Strength and rupture geometry of un-irradiated C26M FeCrAl under LOCA burst testing conditions

Bell, Sam B.; Kane, Kenneth A.; Massey, Caleb P.; Pint, Bruce A.

doi:10.1016/j.jnucmat.2021.153242

Strength and rupture geometry of un-irradiated C26M FeCrAl under LOCA burst testing conditions

Journal Article · Wed Dec 01 00:00:00 EST 2021 · Journal of Nuclear Materials

DOI:https://doi.org/10.1016/j.jnucmat.2021.153242· OSTI ID:1817528

Bell, Sam B. ^[1]; Kane, Kenneth A. ^[2]; Massey, Caleb P. ^[2]; ^[2]

Univ. of Tennessee, Knoxville, TN (United States); Oak Ridge National Lab. (ORNL), Oak Ridge, TN (United States)
Oak Ridge National Lab. (ORNL), Oak Ridge, TN (United States)

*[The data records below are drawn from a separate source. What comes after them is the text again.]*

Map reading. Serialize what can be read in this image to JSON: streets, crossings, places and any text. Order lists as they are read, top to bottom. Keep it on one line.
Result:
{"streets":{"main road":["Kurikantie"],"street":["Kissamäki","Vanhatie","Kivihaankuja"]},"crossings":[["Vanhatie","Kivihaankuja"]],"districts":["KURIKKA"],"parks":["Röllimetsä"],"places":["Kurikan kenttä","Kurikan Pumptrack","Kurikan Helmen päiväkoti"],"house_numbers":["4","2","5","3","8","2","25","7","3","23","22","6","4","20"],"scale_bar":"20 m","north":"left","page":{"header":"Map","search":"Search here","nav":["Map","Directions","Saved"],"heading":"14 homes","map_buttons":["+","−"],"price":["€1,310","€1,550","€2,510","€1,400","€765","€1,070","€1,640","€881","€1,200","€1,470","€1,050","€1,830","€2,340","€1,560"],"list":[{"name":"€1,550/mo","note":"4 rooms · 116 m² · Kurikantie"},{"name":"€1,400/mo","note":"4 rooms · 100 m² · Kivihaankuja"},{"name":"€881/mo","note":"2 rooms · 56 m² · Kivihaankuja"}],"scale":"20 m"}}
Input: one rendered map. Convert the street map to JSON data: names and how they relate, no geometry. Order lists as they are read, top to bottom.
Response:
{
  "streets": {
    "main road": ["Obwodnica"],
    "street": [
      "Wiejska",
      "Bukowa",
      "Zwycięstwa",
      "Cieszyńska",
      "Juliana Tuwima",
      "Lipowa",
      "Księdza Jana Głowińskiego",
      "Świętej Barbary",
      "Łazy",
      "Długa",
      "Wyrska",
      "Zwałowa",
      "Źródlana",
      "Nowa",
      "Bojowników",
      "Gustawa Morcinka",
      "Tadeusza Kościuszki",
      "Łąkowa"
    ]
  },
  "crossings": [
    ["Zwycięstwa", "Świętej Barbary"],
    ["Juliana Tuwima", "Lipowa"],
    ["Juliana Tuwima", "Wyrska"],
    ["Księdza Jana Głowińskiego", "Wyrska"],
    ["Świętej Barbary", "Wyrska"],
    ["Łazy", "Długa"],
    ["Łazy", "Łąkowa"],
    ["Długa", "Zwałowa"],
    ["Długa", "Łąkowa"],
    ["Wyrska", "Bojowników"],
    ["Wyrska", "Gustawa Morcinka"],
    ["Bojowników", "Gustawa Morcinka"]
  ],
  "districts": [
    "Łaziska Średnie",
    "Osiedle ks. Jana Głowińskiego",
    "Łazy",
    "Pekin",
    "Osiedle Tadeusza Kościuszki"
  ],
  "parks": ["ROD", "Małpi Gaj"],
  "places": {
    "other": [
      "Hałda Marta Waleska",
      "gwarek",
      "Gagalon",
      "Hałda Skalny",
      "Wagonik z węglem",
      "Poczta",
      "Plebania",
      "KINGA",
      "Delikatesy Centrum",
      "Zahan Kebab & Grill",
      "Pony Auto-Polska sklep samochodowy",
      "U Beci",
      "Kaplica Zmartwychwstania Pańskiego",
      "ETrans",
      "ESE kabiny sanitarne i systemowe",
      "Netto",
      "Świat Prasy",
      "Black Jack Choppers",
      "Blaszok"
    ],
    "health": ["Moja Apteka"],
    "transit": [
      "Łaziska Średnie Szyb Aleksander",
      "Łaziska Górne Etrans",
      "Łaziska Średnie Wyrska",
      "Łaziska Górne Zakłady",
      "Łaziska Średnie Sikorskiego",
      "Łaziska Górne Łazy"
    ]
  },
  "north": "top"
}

Ferritic iron-chromium-aluminum (FeCrAl) alloys are an accident tolerant fuel candidate to replace the incumbent Zr-based claddings. Nuclear grade FeCrAl alloys are marked by superior high temperature mechanical behavior and exceptional steam oxidation resistance, both of which increase safety margins during accident scenarios. In the present study, the loss of coolant accident (LOCA) burst behaviors of three un-irradiated commercially fabricated cladding materials in a simulated LOCA environment were compared: (1) T35Y2, a 1^st generation nuclear grade FeCrAl, (2) C26M, a 2^nd generation nuclear grade FeCrAl, and (3) Zircaloy-2. Both FeCrAl alloys showed improved mechanical strength and steam oxidation resistance compared to Zircaloy-2. C26M claddings burst at significantly higher temperatures for all tested engineering hoop stresses, had limited ballooning, and demonstrated preferential fuel retention behavior in terms of burst opening area and length. High temperature tensile data for C26M is also presented. For both un-irradiated FeCrAl alloys, it was found that a distinct “threshold” burst stress signified the transition between small and large openings. Finally, higher threshold hoop stresses were associated with higher uniaxial strength for the FeCrAl alloys, indicating that tensile data, rather than creep data, could be useful for predicting rupture size and assessing fuel dispersal concerns.

View Accepted Manuscript (DOE)

Research Organization:: Oak Ridge National Laboratory (ORNL), Oak Ridge, TN (United States)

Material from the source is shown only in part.